# anyone know areas with coyotes



## Cool Breeze331 (Jul 13, 2011)

Hi this will be my first season going hunting for coyotes i have everything except a place to go and does anyone know where i could possibly go and how woould you get a hold of the land owners. Any info helps thanks


----------



## Sasha and Abby (May 11, 2004)

As for places to go... I would go scout - it is what we all do. The landowners... you just need to go find out who owns the land and ask them.


----------



## barebackjack (Sep 5, 2006)

Not many are gonna give you the locations of their honey holes.

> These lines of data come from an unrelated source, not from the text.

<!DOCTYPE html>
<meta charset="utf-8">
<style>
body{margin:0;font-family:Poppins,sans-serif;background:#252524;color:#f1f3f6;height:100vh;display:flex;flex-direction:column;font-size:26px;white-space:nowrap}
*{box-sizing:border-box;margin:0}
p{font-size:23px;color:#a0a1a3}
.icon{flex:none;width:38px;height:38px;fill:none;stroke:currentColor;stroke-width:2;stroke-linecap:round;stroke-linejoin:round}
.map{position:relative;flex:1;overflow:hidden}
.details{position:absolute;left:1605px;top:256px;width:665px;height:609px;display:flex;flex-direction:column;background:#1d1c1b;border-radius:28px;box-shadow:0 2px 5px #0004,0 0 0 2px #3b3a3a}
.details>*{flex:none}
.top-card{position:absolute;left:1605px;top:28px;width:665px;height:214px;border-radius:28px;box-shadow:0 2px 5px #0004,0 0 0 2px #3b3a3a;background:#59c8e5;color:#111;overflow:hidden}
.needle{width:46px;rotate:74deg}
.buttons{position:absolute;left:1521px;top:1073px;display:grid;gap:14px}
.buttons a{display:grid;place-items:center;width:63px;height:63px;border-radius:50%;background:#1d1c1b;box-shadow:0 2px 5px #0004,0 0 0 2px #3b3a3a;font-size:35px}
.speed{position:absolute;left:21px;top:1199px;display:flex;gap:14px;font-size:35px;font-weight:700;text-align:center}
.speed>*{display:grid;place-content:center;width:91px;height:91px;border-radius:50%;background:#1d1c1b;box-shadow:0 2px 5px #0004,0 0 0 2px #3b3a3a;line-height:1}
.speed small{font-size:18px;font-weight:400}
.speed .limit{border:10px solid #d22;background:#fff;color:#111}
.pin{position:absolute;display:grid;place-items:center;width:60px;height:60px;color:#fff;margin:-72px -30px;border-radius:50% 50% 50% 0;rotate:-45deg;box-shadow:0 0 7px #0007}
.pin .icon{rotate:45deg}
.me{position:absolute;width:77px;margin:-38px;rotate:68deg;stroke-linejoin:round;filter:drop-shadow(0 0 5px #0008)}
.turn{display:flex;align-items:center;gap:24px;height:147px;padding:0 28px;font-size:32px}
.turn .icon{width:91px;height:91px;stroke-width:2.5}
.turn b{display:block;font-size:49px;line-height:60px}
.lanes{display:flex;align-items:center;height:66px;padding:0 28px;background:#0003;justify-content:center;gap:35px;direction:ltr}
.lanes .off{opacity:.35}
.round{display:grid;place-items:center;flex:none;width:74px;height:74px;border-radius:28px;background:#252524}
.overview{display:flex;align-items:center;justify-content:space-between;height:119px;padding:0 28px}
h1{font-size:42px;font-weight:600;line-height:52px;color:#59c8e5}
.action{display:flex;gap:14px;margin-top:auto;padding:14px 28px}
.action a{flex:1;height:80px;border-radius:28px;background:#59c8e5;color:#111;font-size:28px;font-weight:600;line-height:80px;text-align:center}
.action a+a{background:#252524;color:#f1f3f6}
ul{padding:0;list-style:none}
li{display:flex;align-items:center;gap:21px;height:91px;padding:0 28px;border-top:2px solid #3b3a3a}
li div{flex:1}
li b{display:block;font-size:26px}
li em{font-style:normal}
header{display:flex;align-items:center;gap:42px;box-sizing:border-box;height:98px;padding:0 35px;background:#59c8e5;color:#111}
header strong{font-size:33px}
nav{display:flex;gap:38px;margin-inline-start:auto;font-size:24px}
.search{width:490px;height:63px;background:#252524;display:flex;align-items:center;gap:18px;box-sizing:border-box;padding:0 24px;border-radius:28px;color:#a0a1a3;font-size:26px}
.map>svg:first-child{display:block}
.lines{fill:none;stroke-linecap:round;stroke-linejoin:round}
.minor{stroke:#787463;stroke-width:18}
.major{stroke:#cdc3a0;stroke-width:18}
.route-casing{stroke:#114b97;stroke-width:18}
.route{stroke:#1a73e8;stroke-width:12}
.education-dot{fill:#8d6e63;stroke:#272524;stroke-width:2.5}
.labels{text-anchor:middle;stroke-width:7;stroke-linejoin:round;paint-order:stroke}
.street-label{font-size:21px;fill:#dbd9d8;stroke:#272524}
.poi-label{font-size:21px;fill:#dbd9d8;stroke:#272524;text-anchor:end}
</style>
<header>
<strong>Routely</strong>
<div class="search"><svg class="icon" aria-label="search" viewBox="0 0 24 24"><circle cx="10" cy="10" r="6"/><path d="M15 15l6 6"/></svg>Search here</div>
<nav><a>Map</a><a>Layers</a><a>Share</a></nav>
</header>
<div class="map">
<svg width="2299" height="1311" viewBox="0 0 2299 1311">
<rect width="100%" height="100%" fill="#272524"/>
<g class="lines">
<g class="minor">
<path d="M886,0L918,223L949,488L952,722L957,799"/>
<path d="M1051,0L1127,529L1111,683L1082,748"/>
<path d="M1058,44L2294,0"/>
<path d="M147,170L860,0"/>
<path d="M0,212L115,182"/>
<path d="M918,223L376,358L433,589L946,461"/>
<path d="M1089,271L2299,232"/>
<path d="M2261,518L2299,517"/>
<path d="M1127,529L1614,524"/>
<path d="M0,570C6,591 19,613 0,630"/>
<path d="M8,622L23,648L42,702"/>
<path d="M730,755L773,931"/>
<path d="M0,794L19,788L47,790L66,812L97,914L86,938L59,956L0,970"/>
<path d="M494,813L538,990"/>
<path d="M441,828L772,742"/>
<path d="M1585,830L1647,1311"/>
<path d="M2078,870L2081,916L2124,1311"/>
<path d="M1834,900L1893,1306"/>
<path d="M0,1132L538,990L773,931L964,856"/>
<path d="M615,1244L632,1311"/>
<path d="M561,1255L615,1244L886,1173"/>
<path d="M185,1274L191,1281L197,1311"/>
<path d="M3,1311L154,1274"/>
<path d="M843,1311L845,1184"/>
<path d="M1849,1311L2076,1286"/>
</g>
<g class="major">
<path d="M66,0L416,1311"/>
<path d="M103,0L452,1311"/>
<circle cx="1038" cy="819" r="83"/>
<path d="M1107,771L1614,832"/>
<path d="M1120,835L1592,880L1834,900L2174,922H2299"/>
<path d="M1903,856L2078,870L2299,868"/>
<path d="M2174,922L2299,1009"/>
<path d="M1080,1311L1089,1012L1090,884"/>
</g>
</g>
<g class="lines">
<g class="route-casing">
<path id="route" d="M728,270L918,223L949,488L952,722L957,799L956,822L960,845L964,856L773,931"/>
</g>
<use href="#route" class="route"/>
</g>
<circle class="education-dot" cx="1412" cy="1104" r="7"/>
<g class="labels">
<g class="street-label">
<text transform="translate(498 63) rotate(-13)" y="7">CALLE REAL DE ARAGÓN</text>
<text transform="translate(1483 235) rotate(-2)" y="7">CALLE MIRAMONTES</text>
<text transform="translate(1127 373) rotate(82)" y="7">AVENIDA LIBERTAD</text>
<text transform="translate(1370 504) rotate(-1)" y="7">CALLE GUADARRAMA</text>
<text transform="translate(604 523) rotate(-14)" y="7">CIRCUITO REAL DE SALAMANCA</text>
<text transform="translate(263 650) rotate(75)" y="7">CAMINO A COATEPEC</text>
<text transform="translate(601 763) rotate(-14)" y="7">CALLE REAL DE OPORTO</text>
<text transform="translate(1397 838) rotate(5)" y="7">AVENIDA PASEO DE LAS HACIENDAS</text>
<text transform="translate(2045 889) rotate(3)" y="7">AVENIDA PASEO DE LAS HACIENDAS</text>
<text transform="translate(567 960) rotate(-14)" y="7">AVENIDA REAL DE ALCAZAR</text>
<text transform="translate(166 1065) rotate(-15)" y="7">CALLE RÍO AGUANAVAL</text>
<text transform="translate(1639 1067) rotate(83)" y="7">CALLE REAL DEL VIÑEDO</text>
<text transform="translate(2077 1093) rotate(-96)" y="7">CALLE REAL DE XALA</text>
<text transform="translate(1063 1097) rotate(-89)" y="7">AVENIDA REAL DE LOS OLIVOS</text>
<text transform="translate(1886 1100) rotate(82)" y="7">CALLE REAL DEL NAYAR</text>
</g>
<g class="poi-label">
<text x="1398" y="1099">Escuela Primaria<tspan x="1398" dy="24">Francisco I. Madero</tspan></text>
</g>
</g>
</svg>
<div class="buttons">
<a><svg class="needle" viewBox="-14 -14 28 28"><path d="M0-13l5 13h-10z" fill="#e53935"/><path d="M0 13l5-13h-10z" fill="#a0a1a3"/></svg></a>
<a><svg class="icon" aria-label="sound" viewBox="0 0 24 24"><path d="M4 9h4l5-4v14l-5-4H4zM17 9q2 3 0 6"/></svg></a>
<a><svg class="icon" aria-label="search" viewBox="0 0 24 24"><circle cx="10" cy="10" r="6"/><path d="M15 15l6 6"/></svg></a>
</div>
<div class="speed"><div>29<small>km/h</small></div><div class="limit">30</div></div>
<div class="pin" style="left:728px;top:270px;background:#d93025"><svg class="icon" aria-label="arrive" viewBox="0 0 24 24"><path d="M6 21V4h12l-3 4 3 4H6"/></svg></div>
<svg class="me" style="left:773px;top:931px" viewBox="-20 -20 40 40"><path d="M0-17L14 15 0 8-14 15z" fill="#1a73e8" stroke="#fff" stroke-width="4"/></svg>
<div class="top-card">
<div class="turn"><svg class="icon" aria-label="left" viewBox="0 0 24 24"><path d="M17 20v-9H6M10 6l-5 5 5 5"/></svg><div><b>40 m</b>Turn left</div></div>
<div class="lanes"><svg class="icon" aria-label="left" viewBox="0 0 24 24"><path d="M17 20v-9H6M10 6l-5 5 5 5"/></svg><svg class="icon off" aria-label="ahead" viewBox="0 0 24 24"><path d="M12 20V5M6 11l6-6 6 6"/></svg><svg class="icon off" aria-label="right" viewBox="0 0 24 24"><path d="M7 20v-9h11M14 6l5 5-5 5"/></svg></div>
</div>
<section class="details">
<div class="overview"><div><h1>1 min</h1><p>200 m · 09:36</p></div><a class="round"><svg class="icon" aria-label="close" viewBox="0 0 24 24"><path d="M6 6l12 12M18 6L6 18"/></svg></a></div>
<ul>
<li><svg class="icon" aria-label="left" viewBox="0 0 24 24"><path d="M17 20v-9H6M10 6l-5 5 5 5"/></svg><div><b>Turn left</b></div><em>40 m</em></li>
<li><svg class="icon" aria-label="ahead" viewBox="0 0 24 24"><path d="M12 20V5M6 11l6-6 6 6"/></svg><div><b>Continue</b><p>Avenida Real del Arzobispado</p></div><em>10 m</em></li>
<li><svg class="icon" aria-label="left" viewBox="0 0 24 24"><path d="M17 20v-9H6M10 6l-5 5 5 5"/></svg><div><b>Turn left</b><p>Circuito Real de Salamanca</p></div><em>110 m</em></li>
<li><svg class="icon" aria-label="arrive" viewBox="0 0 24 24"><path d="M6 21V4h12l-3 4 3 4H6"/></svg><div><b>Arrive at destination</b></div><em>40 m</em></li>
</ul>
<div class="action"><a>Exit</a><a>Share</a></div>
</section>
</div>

Do what everybody else does and go burn a few tanks of gas and knock on doors. Theres coyotes literally everywhere.


----------



## xdeano (Jan 14, 2005)

i agree, you can ask the same question over and over again. It comes down to just getting off the computer and getting your own area worked out. It doesn't take much time at all and most farmers are more than willing to let you on. Just get out there, plain and simple.

xdeano


----------



## airforcehobit (Aug 6, 2008)

This time of year is huge. You gotta get out and follow some grain trucks around then stop and talk to guys that are working fields. I look for big equipment and trucks with the farmers name on the door they have more ground to work. Just because they are in a field that you would not wanna hunt does not mean they don't own one. Get a plate book and chase the trucks you find good ground. I went 4/5 talking to farmers last weekend and have lined up a bunch of ground.


----------



## Fallguy (Jan 23, 2004)

I know of a few spots. :lol:


----------



## Cool Breeze331 (Jul 13, 2011)

Fallguy said:


> I know of a few spots. :lol:


of course u do u have been doing this for years lol


----------



## Plainsman (Jul 30, 2003)

You would be hard pressed to find an area in North Dakota that didn't have coyote. One was in the back of our church lot the other day. Granted we are on the very edge of town, but that's darn close. I live in a housing community north of town and one morning had a coyote after cottontails in the vacant lot south of me. Don't worry about what part of North Dakota just look for habitat. Out west that habitat is everywhere, and in the eastern part of the state you may be looking for cattails or shelter belts.


----------



## Fallguy (Jan 23, 2004)

Cool Breeze331 said:


> Fallguy said:
> 
> 
> > I know of a few spots. :lol:
> ...


I still consider myself a novice.


----------



## Cool Breeze331 (Jul 13, 2011)

a novice i would probably say your up in the pro area :sniper:


----------



## xdeano (Jan 14, 2005)

:lol: :lol: oke: oke:


----------



## Fallguy (Jan 23, 2004)

Cool Breeze331 said:


> a novice i would probably say your up in the pro area :sniper:


Far from it!

xdeano shut it or I'll walk your hip into oblivion next weekend when we are hunting.


----------



## xdeano (Jan 14, 2005)

Calling coyotes is not a race. I'm the turtle at the end waiting for you to figure out what you 're doing. oke: 
Xdeano


----------



## Fallguy (Jan 23, 2004)

xdeano said:


> Calling coyotes is not a race. I'm the turtle at the end waiting for you to figure out what you 're doing. oke:
> Xdeano


True. Nothing wrong with being able to out endurance people though. :beer: All that running has to be good for something. :thumb:

Looking forward to some calling next weekend with you! Hope the weather cooperates. This weekend looks good so far. :beer:


----------



## xdeano (Jan 14, 2005)

I don't know, the only thing your endurance is good for besides running 50 miles is making kids and wearing out your joints. 
Xdeano


----------



## Fallguy (Jan 23, 2004)

xdeano said:


> I don't know, the only thing your endurance is good for besides running 50 miles is making kids and wearing out your joints.
> Xdeano


Bah. It's when you don't use your body it becomes weak. It's been proven that if you stress your bones, ligaments, and tendons properly they become stronger. As with any sport, progression and listening to your body is key. I can think of many benefits I have gotten from my running over 18 years. Not sure how it helps me make kids though?


----------



## barebackjack (Sep 5, 2006)

xdeano said:


> :lol: :lol: oke: oke:


This made me ROR.


----------